Dikatakan oleh sebagian ahli hikmah.. bahwa hal yang semakin menambah beratnya beban manusia adalah putusnya harapan.
Sebaliknya..
Yang bisa meringankan beban adalah memiliki optimisme. Punya harapan.
Dan sebaik-baik pemberi harapan dan tempat berharap adalah Alloh Subhanahu Wa Ta'ala.
اَللّٰهُ الصَّمَدُ
"Alloh tempat bergantung (meminta segala sesuatu)." (QS. Al-Ikhlas; 2)
Karenanya..
Salah satu perilaku yang harus selalu dilatih dari seorang mukmin adalah mentalitas untuk selalu optimis (punya harapan) dan berharapnya hanya kepada Alloh.

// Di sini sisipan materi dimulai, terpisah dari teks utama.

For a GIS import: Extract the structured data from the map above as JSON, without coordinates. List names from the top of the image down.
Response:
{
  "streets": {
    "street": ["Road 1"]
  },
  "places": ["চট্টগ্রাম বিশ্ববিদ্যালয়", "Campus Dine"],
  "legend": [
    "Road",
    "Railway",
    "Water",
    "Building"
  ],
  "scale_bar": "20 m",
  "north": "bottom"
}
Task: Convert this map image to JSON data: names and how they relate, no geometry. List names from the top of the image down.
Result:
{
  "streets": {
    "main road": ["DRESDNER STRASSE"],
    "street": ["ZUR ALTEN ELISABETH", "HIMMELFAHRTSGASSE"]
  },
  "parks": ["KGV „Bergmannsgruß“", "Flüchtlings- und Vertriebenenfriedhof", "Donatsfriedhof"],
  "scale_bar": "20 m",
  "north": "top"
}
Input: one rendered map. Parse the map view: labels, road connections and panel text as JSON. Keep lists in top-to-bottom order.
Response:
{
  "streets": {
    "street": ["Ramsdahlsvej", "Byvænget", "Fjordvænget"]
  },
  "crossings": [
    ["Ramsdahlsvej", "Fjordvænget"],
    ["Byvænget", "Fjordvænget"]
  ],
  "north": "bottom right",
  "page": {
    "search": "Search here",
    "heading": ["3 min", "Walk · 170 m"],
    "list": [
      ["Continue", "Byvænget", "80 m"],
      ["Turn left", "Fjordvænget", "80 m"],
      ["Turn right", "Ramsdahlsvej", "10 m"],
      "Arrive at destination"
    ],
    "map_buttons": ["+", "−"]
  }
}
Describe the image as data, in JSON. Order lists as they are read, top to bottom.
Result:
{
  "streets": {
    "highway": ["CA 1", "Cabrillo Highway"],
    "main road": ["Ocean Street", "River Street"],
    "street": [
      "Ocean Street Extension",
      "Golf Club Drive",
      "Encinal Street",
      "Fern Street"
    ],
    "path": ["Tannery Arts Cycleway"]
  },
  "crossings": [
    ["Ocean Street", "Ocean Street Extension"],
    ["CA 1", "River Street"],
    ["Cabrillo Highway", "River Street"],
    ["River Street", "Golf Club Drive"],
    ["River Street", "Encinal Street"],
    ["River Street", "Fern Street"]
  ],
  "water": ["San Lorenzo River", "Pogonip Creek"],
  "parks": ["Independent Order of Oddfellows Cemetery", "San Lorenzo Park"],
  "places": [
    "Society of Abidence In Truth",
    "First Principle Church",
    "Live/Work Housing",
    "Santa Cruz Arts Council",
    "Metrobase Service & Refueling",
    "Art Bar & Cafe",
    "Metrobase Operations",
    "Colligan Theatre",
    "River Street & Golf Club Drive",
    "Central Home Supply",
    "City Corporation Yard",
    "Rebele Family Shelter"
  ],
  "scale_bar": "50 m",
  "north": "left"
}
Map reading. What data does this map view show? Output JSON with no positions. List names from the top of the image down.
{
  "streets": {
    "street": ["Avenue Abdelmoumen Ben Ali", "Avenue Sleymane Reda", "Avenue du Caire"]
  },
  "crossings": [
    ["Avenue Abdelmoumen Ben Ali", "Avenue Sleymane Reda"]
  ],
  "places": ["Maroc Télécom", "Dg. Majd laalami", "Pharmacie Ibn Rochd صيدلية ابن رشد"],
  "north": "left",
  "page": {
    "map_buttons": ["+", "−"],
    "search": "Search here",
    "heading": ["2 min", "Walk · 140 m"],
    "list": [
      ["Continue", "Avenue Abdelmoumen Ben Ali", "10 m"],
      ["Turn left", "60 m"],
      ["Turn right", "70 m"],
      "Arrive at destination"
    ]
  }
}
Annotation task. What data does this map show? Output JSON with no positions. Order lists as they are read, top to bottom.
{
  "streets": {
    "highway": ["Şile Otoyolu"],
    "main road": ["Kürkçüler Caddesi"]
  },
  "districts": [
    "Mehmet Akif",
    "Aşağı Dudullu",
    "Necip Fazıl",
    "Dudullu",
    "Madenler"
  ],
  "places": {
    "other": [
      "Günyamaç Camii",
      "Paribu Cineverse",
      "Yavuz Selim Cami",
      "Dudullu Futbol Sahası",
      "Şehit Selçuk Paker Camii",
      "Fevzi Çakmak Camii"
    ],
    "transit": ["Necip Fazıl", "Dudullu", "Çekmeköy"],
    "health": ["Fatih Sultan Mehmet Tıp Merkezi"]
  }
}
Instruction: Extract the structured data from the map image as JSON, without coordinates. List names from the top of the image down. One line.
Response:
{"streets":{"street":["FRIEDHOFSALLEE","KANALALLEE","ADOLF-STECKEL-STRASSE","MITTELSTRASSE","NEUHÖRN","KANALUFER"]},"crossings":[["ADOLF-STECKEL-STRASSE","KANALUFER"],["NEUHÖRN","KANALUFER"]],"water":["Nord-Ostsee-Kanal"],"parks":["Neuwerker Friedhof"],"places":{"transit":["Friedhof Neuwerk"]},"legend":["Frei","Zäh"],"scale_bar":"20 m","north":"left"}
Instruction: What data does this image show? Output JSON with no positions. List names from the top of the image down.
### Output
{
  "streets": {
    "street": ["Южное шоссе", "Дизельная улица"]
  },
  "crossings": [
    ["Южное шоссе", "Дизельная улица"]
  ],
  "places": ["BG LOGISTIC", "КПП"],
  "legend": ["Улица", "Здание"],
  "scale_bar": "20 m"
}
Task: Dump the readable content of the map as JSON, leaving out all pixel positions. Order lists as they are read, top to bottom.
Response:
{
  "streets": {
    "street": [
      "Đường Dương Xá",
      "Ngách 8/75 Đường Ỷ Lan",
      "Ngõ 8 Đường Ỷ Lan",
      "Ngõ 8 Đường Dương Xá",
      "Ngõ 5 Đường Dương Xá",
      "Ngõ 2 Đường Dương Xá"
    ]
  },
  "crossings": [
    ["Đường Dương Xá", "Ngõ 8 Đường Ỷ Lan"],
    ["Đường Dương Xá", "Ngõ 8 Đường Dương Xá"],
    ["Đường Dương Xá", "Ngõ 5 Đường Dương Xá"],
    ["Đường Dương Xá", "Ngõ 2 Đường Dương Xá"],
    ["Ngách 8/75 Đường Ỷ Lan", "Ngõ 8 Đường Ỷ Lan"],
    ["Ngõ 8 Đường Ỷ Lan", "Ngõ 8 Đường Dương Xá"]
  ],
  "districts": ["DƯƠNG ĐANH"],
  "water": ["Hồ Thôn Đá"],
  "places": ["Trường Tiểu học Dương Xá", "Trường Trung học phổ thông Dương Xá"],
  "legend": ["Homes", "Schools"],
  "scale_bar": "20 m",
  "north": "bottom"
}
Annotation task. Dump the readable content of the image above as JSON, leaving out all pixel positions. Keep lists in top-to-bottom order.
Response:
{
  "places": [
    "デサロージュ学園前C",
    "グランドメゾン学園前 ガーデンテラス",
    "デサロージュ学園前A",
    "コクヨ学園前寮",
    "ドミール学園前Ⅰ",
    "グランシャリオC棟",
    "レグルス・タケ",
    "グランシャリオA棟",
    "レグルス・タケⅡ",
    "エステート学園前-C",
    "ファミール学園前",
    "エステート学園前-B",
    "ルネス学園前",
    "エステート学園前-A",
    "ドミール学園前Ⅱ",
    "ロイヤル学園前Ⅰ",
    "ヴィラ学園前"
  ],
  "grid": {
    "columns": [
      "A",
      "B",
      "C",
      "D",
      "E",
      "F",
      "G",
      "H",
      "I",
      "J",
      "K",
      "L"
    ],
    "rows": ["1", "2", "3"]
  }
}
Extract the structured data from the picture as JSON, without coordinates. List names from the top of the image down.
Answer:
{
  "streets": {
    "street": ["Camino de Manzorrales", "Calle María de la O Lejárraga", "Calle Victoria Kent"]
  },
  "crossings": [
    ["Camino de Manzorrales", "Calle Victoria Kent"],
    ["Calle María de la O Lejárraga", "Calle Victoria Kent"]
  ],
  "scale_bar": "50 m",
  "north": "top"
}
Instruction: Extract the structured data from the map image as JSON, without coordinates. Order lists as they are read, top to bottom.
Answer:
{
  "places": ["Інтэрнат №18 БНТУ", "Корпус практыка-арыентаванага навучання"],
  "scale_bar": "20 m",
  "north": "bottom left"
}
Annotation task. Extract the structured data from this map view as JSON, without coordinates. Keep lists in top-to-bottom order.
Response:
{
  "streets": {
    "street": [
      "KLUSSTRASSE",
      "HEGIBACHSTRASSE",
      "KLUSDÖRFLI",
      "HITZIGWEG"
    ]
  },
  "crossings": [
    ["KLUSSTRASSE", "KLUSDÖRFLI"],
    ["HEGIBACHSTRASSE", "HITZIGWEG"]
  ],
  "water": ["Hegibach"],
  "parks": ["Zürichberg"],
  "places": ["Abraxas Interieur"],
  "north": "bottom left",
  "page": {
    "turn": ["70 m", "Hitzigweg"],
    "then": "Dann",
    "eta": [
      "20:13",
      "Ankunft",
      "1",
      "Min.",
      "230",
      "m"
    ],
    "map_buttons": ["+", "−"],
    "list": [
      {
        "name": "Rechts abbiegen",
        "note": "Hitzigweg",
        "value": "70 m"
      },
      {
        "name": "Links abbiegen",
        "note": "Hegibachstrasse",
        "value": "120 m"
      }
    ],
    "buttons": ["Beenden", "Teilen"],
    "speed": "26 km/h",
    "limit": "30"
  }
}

Sayangnya.. hal ini, sering luput dikerjakan.
Kita bisa dengan enteng mengerjakan sholat.
Mudah sedekah dan menyantuni anak yatim.
Ringan melangkah ngaji.
Tapi begitu diminta baik sangka kepada Alloh, tetap optimis dan memiliki harapan baik di masa depan..?? seketika terasa amat berat untuk dilakukan.
Alhasil.. begitu banyak orang yang katanya beriman, namun hari-harinya penuh dengan kesedihan dan keputusasaan.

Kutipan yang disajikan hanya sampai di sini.